What To Expect From A Pain Management Clinic

Today in America, close to fifty million people from all of the age groups suffer from chronic pain day to day. For most of these people, living just one day without having difficulty moving across a room or performing simple tasks seems like a day dream. They may be using all of the medication prescribed to them by their doctor, taking it as easy as they can, and taking part in physical therapy on a week to week basis, but yet the pain still persists and seems to be growing stronger every day.

For these people, a viable option for help would be to turn to a pain management clinic.

What is a Pain Management Clinic?

What To Expect From A Pain Management Clinic

> A pain management clinic, in its most general definition, is any health care facility that not only helps patients manage their chronic pain, but also helps diagnose what the specific source of the pain is.
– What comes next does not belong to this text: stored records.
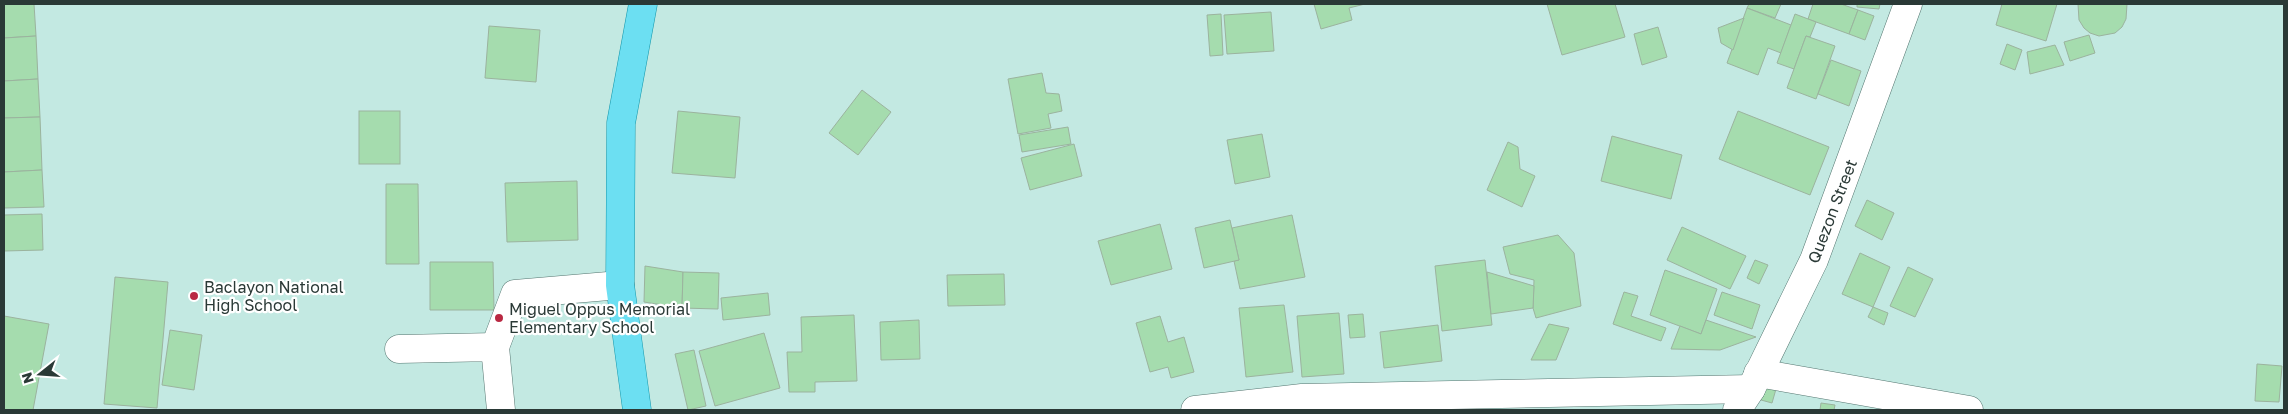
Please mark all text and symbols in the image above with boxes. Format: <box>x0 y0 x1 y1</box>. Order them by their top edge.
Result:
street label: Quezon Street <box>1803 156 1861 266</box>
place label: Baclayon National High School <box>204 277 344 315</box>
marker: Baclayon National High School <box>188 290 200 302</box>
place label: Miguel Oppus Memorial Elementary School <box>509 299 690 337</box>
marker: Miguel Oppus Memorial Elementary School <box>493 312 505 324</box>
north arrow <box>15 349 65 399</box>
text: N <box>17 370 37 386</box>

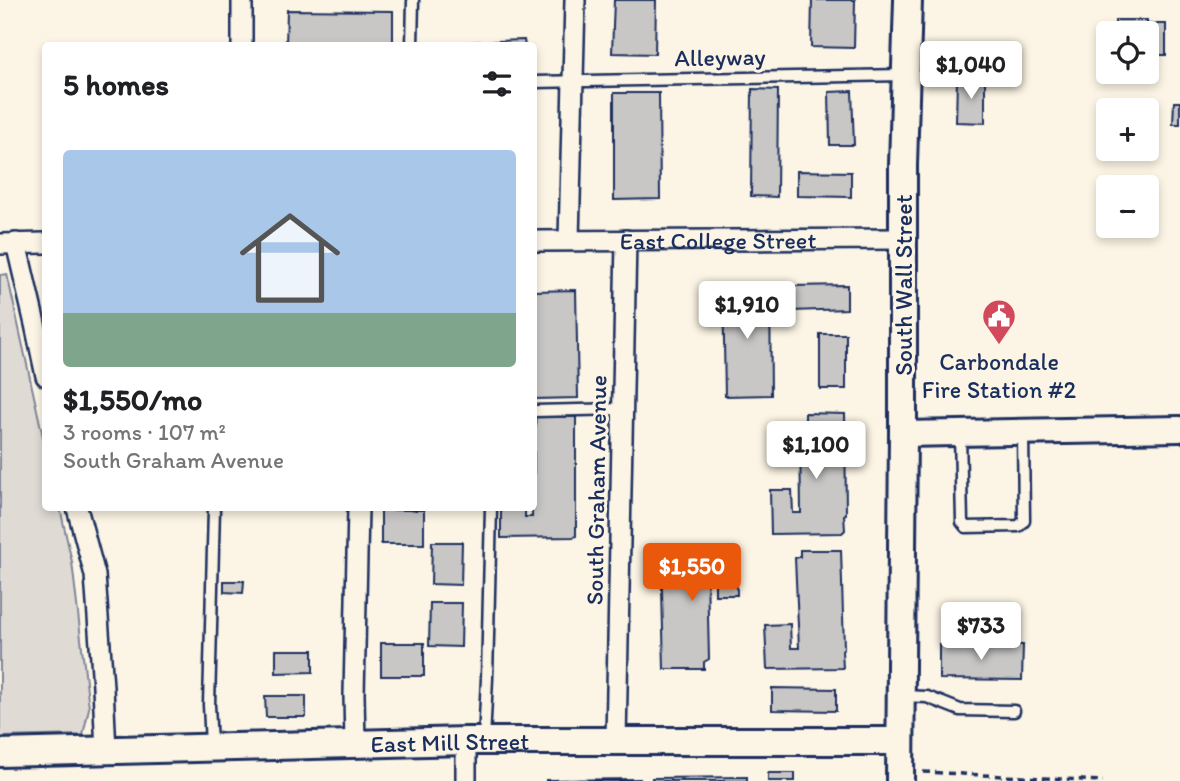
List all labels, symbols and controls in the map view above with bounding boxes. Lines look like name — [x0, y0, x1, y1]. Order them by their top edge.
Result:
map controls — [1096, 21, 1159, 238]
button: locate — [1096, 21, 1159, 84]
street label: Alleyway — [674, 42, 766, 72]
pin: $1,040 — [914, 42, 1028, 101]
text: $1,040 — [936, 50, 1006, 78]
icon: filters — [478, 65, 516, 103]
text: 5 homes — [63, 66, 169, 103]
button: + — [1096, 98, 1159, 161]
button: − — [1096, 175, 1159, 238]
street label: South Wall Street — [889, 194, 918, 376]
icon: home — [227, 195, 353, 321]
street label: East College Street — [620, 225, 816, 255]
pin: $1,910 — [690, 282, 804, 341]
text: $1,910 — [715, 290, 779, 318]
public building icon: Carbondale Fire Station #2 — [980, 297, 1018, 346]
place label: Carbondale Fire Station #2 — [922, 347, 1077, 404]
street label: South Graham Avenue — [579, 375, 613, 605]
text: $1,550/mo — [63, 381, 202, 418]
text: 3 rooms · 107 m² — [63, 418, 226, 446]
pin: $1,100 — [759, 421, 873, 481]
text: $1,100 — [783, 430, 849, 458]
text: South Graham Avenue — [63, 446, 284, 474]
pin: $1,550 — [635, 544, 749, 603]
text: $1,550 — [659, 552, 725, 580]
pin: $733 — [940, 602, 1022, 662]
text: $733 — [957, 611, 1005, 639]
street label: East Mill Street — [370, 727, 529, 758]

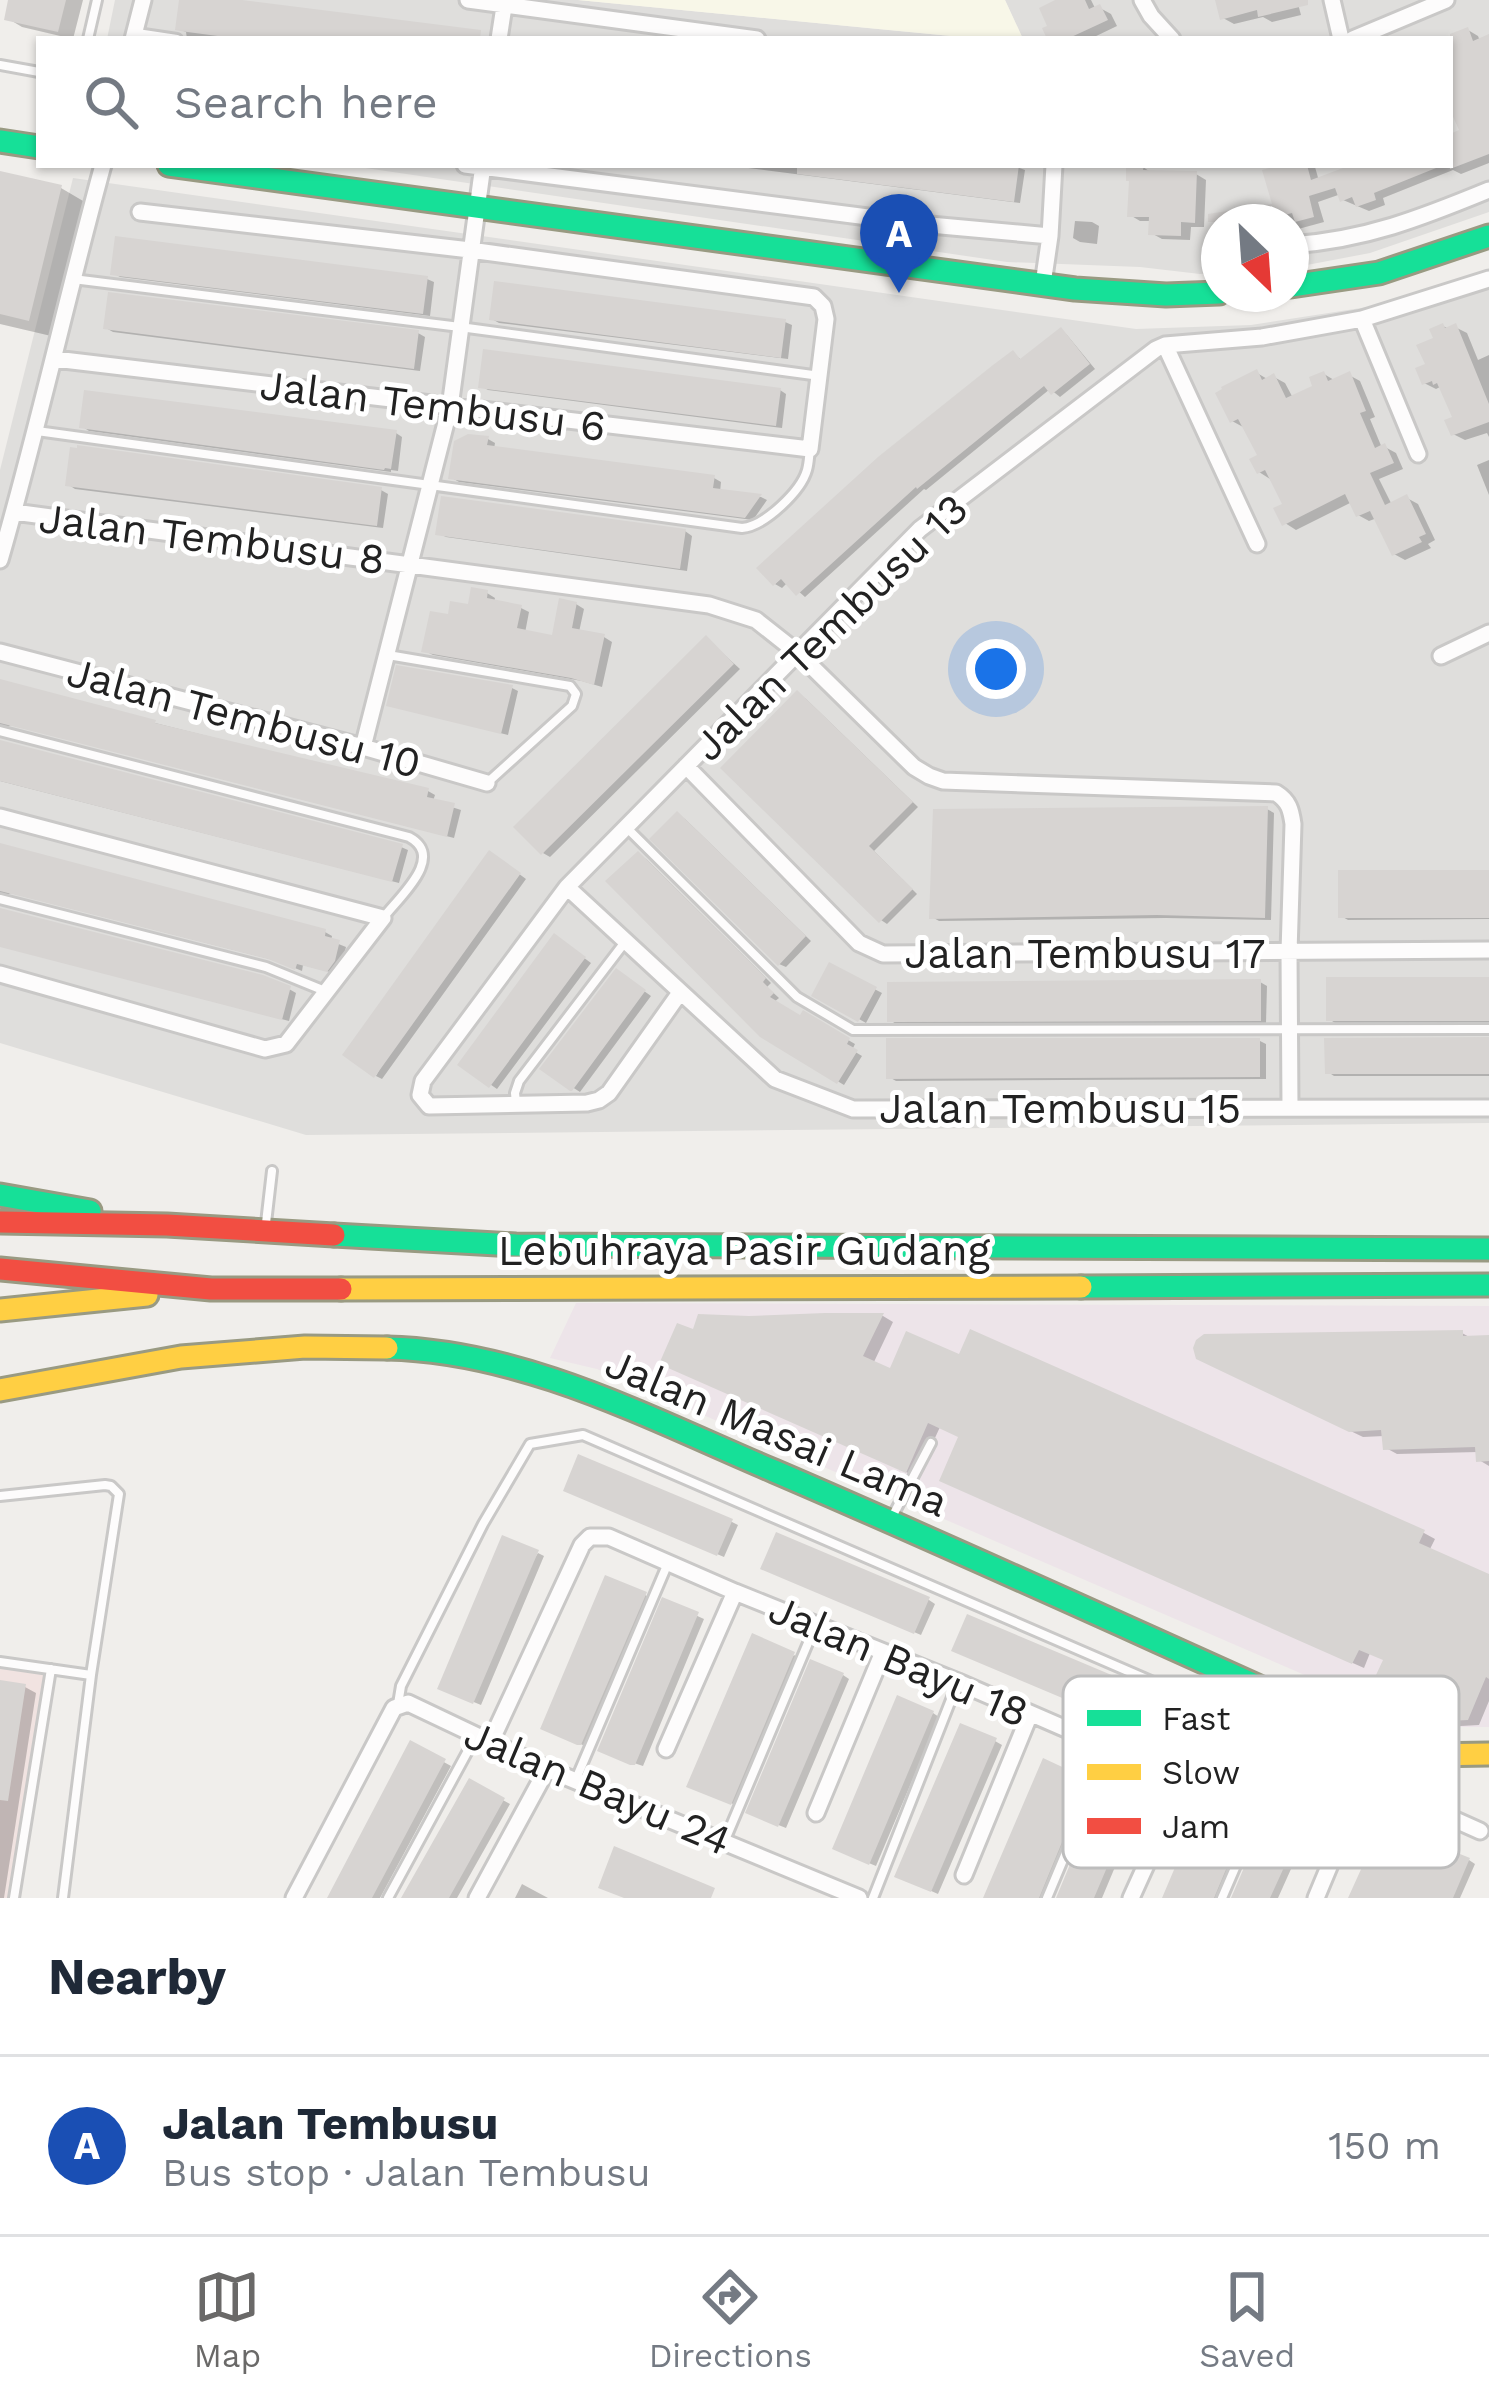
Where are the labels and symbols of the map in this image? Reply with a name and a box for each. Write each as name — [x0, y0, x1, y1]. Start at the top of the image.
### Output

Most pain management clinics will accomplish this by offering a discipline program.

How can a Pain Management Clinic help you?

> Every pain management clinic may be different in some way, but they are all similar in that they have a team of health care providers who come from a variety of different medical specialties (therapists, psychologists, etc) and will develop a strategy with their patients for coping with the pain.

> The first and foremost thing that a pain management clinic can do is prescribe to you the correct medication. There are quite a few different kinds of medications that the clinic will be able to prescribe, as there are also quite a different reasons for why one could have chronic pain throughout their body.

  • Pain relievers are only useful for relieving the most minor of pains, but they’re still usually the first medicine that a pain management clinic will prescribe.
  • Anti-depressants were originally invented to combat depression, but their usefulness at combating chronic pain has also been explored and found to have great success. Something unique about anti-depressants is that they can help a person sleep, which is very difficult when one is suffering from pain and tossing and turning all night.
  • Anti-inflammatory drugs include ibuprofens and naproxen’s, and as the same suggest, they are used to treat pain that results from inflammation. They are available over the counter, and will be prescribed to you by the clinic rather than be handed over to you in person by your doctor.
  • Some would dispute whether injections would count as a form of medication, but pain management clinics do prescribe it to their patients. An example of an injection would be an anesthetic used to control swelling and muscle spasms.
  • Morphine and other similar forms of medication may also be prescribed to you by a pain management clinic; morphine is only effective at relieving short term pain, which means that they won’t be the clinics first choice for helping relieve your chronic pain.